TASK DIRECTIONS:
Please transcribe the listing below in full and word for word, without its pictures.

RECORDED INFORMATION:
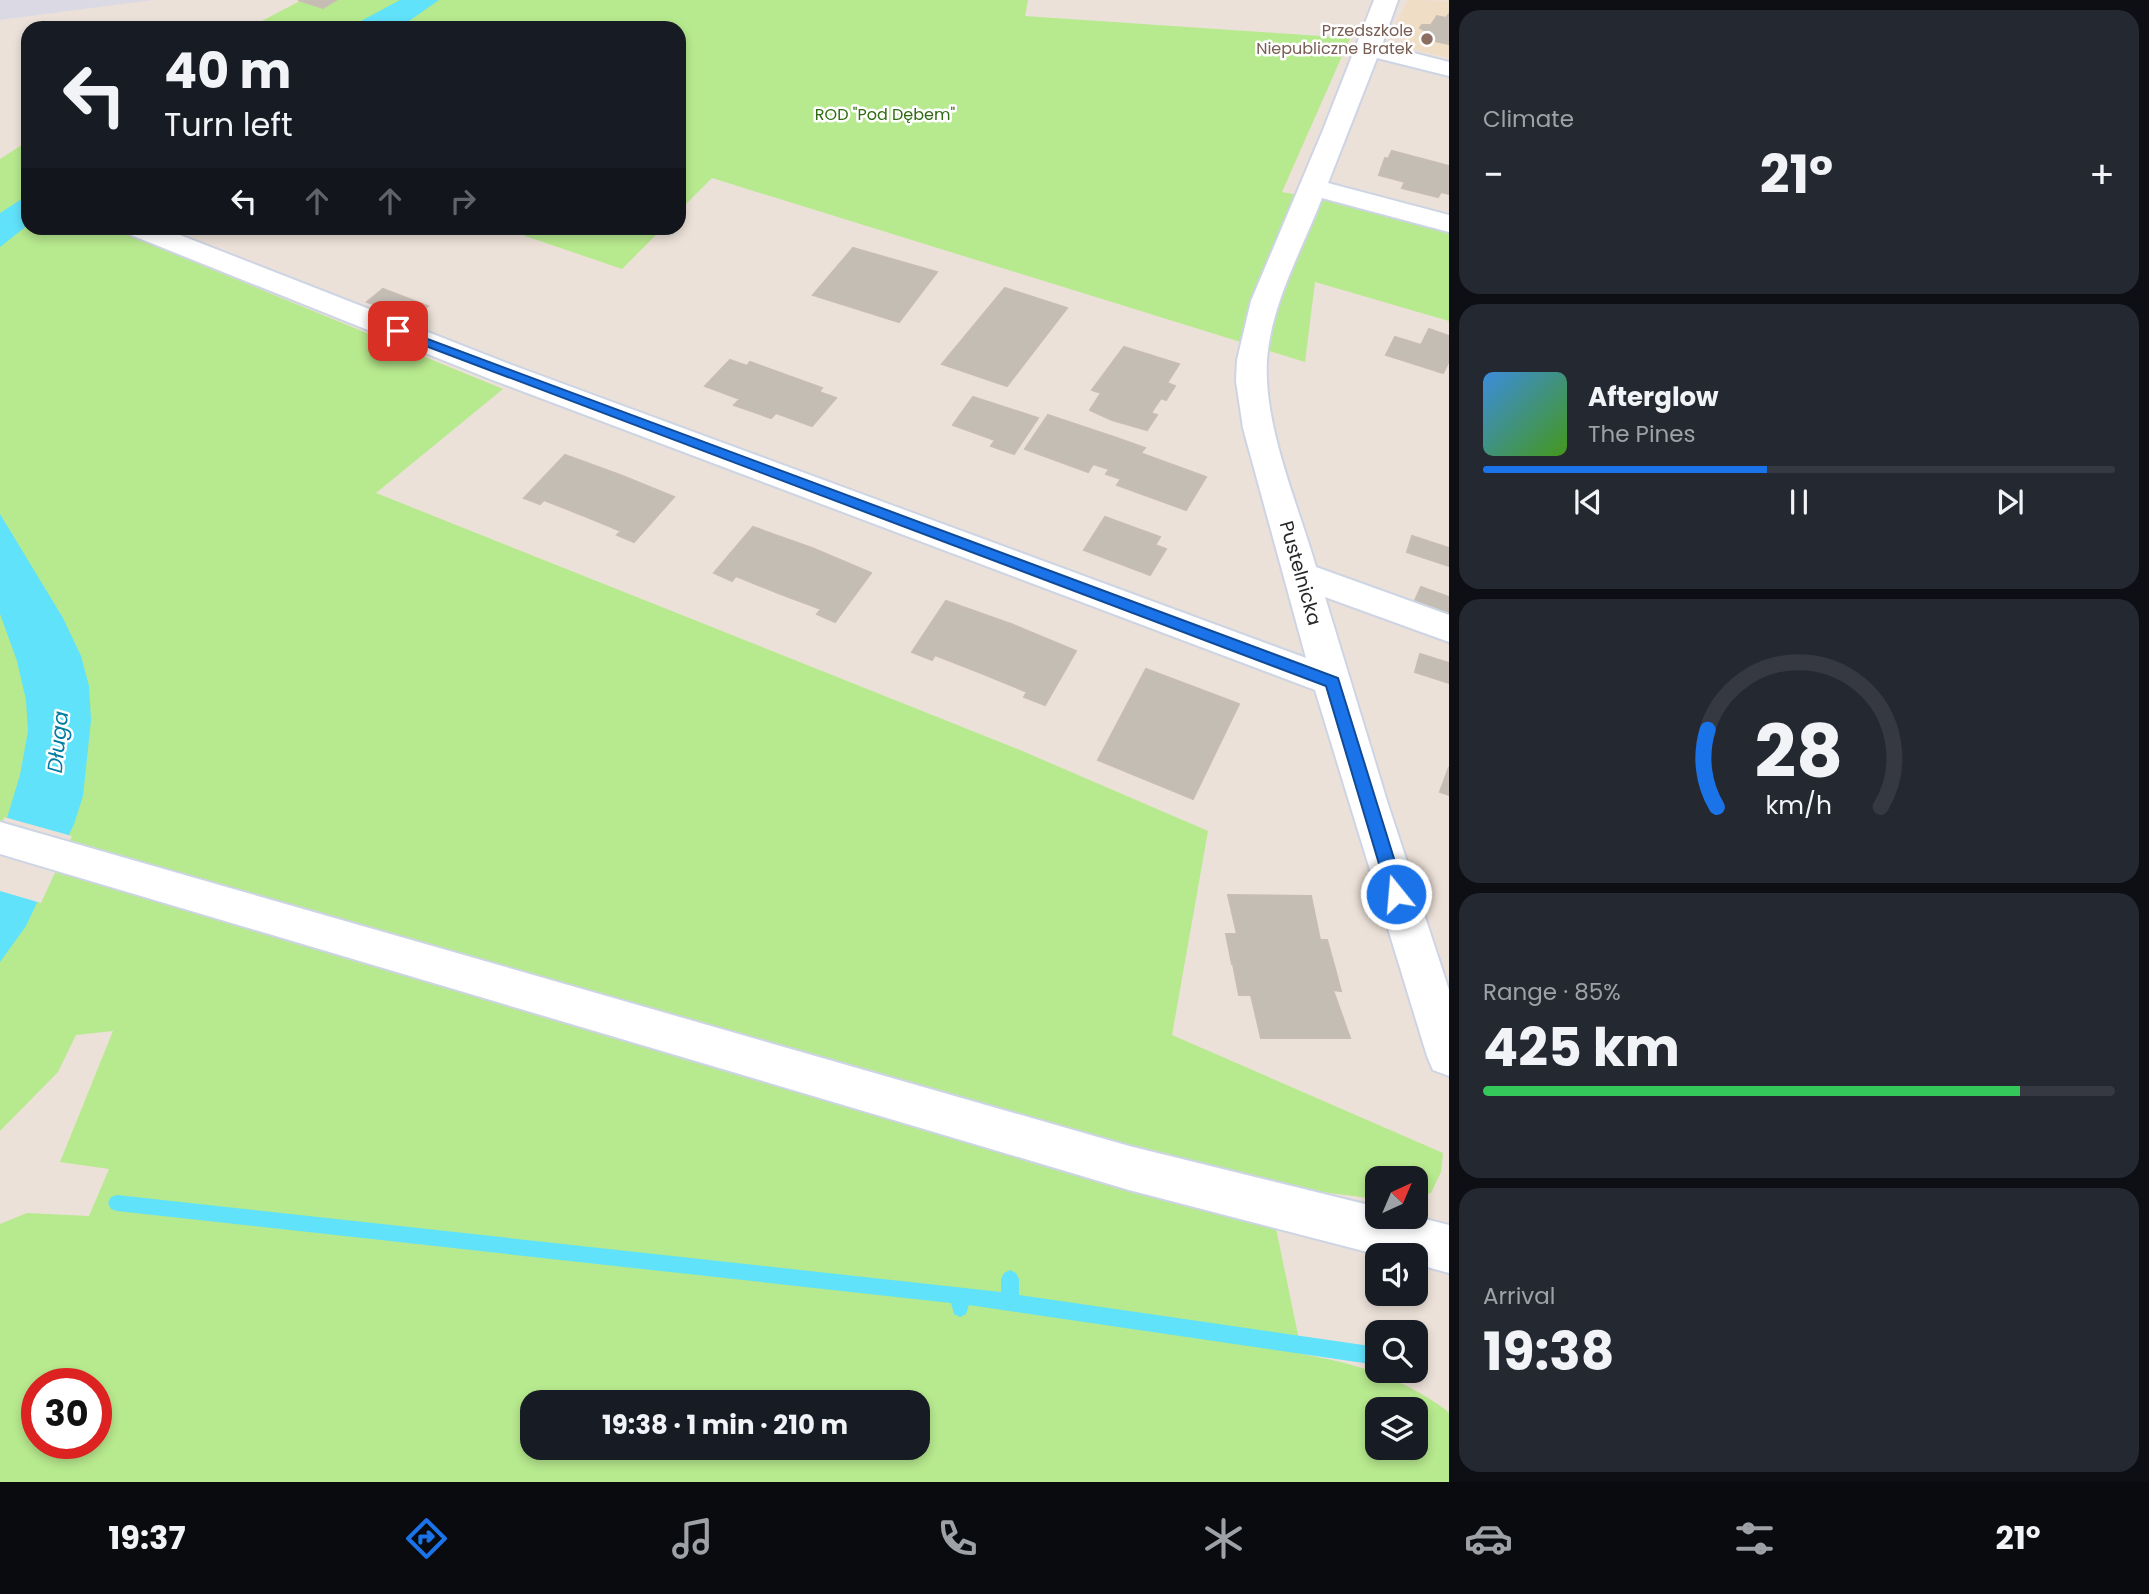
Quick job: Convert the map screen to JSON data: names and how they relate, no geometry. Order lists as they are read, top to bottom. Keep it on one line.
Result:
{"streets":{"street":["Pustelnicka"]},"water":["Długa"],"parks":["ROD \"Pod Dębem\""],"places":["Przedszkole Niepubliczne Bratek"],"north":"top right","page":{"tile":["Climate",["Range · 85%","425 km"],["Arrival","19:38"]],"turn":["40 m","Turn left"],"heat":["−","21°","+"],"song":["Afterglow","The Pines"],"limit":"30","trip":"19:38 · 1 min · 210 m","tabs":["19:37","21°"],"gauge":["28","km/h"]}}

SOLVED PROBLEM:
Quick job: Convert the map screen to JSON data: names and how they relate, no geometry. Order lists as they are read, top to bottom. Keep it on one line.
Result:
{"streets":{"street":["Pustelnicka"]},"water":["Długa"],"parks":["ROD \"Pod Dębem\""],"places":["Przedszkole Niepubliczne Bratek"],"north":"top right","page":{"tile":["Climate",["Range · 85%","425 km"],["Arrival","19:38"]],"turn":["40 m","Turn left"],"heat":["−","21°","+"],"song":["Afterglow","The Pines"],"limit":"30","trip":"19:38 · 1 min · 210 m","tabs":["19:37","21°"],"gauge":["28","km/h"]}}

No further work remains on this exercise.